-------- MATERIAL TO PROCESS --------

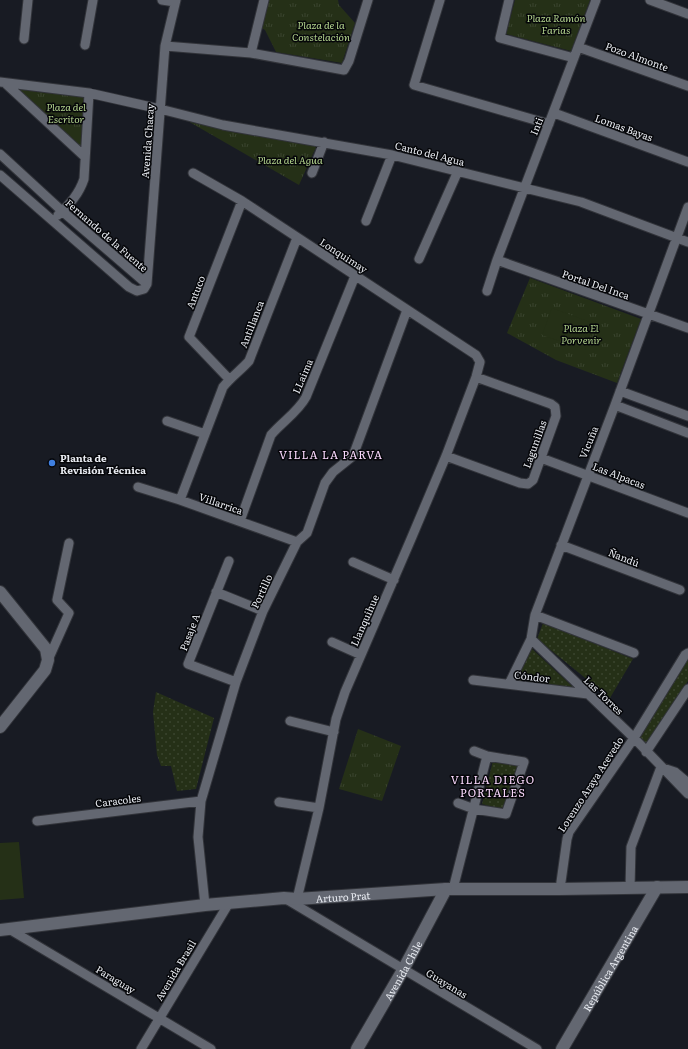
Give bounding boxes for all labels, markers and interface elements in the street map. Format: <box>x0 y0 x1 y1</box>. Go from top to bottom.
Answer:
park label: Plaza Ramón Farías <box>527 10 586 37</box>
park label: Plaza de la Constelación <box>292 17 350 44</box>
street label: Pozo Almonte <box>603 38 671 74</box>
park label: Plaza del Escritor <box>46 99 86 126</box>
street label: Avenida Chacay <box>137 103 157 179</box>
street label: Lomas Bayas <box>593 110 655 145</box>
street label: Inti <box>526 114 547 137</box>
street label: Canto del Agua <box>394 137 467 169</box>
park label: Plaza del Agua <box>257 152 323 167</box>
street label: Fernando de la Fuente <box>63 195 151 275</box>
street label: Lonquimay <box>317 234 371 276</box>
street label: Portal Del Inca <box>560 265 632 303</box>
street label: Antuco <box>182 273 208 311</box>
street label: Antillanca <box>235 298 267 350</box>
park label: Plaza El Porvenir <box>561 320 601 347</box>
street label: LLaima <box>288 356 316 396</box>
street label: Lagunillas <box>518 417 550 470</box>
street label: Vicuña <box>575 423 602 461</box>
district label: VILLA LA PARVA <box>279 446 383 462</box>
place label: Planta de Revisión Técnica <box>60 450 146 477</box>
marker: Planta de Revisión Técnica <box>47 458 57 468</box>
street label: Las Alpacas <box>591 458 648 492</box>
street label: Villarrica <box>197 488 246 518</box>
street label: Ñandú <box>606 544 642 570</box>
street label: Portillo <box>247 571 276 611</box>
street label: Llanquihue <box>346 592 382 648</box>
street label: Pasaje A <box>175 611 203 653</box>
street label: Cóndor <box>513 666 551 686</box>
street label: Las Torres <box>581 672 627 718</box>
street label: Lorenzo Araya Acevedo <box>553 733 627 835</box>
district label: VILLA DIEGO PORTALES <box>451 771 535 800</box>
street label: Caracoles <box>94 790 142 810</box>
street label: Arturo Prat <box>315 887 371 905</box>
street label: República Argentina <box>578 922 641 1014</box>
street label: Avenida Brasil <box>151 936 199 1003</box>
street label: Avenida Chile <box>380 938 425 1003</box>
street label: Paraguay <box>93 961 139 997</box>
street label: Guayanas <box>423 965 471 1002</box>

--------

_EXERCISE INSTRUCTIONS_. Starting with the first entry and ending with the last, reproduce the listing exactly, without its pictures.

_RESULT OF THE EXERCISE_.
Give bounding boxes for all labels, markers and interface elements in the street map. Format: <box>x0 y0 x1 y1</box>. Go from top to bottom.
Answer:
park label: Plaza Ramón Farías <box>527 10 586 37</box>
park label: Plaza de la Constelación <box>292 17 350 44</box>
street label: Pozo Almonte <box>603 38 671 74</box>
park label: Plaza del Escritor <box>46 99 86 126</box>
street label: Avenida Chacay <box>137 103 157 179</box>
street label: Lomas Bayas <box>593 110 655 145</box>
street label: Inti <box>526 114 547 137</box>
street label: Canto del Agua <box>394 137 467 169</box>
park label: Plaza del Agua <box>257 152 323 167</box>
street label: Fernando de la Fuente <box>63 195 151 275</box>
street label: Lonquimay <box>317 234 371 276</box>
street label: Portal Del Inca <box>560 265 632 303</box>
street label: Antuco <box>182 273 208 311</box>
street label: Antillanca <box>235 298 267 350</box>
park label: Plaza El Porvenir <box>561 320 601 347</box>
street label: LLaima <box>288 356 316 396</box>
street label: Lagunillas <box>518 417 550 470</box>
street label: Vicuña <box>575 423 602 461</box>
district label: VILLA LA PARVA <box>279 446 383 462</box>
place label: Planta de Revisión Técnica <box>60 450 146 477</box>
marker: Planta de Revisión Técnica <box>47 458 57 468</box>
street label: Las Alpacas <box>591 458 648 492</box>
street label: Villarrica <box>197 488 246 518</box>
street label: Ñandú <box>606 544 642 570</box>
street label: Portillo <box>247 571 276 611</box>
street label: Llanquihue <box>346 592 382 648</box>
street label: Pasaje A <box>175 611 203 653</box>
street label: Cóndor <box>513 666 551 686</box>
street label: Las Torres <box>581 672 627 718</box>
street label: Lorenzo Araya Acevedo <box>553 733 627 835</box>
district label: VILLA DIEGO PORTALES <box>451 771 535 800</box>
street label: Caracoles <box>94 790 142 810</box>
street label: Arturo Prat <box>315 887 371 905</box>
street label: República Argentina <box>578 922 641 1014</box>
street label: Avenida Brasil <box>151 936 199 1003</box>
street label: Avenida Chile <box>380 938 425 1003</box>
street label: Paraguay <box>93 961 139 997</box>
street label: Guayanas <box>423 965 471 1002</box>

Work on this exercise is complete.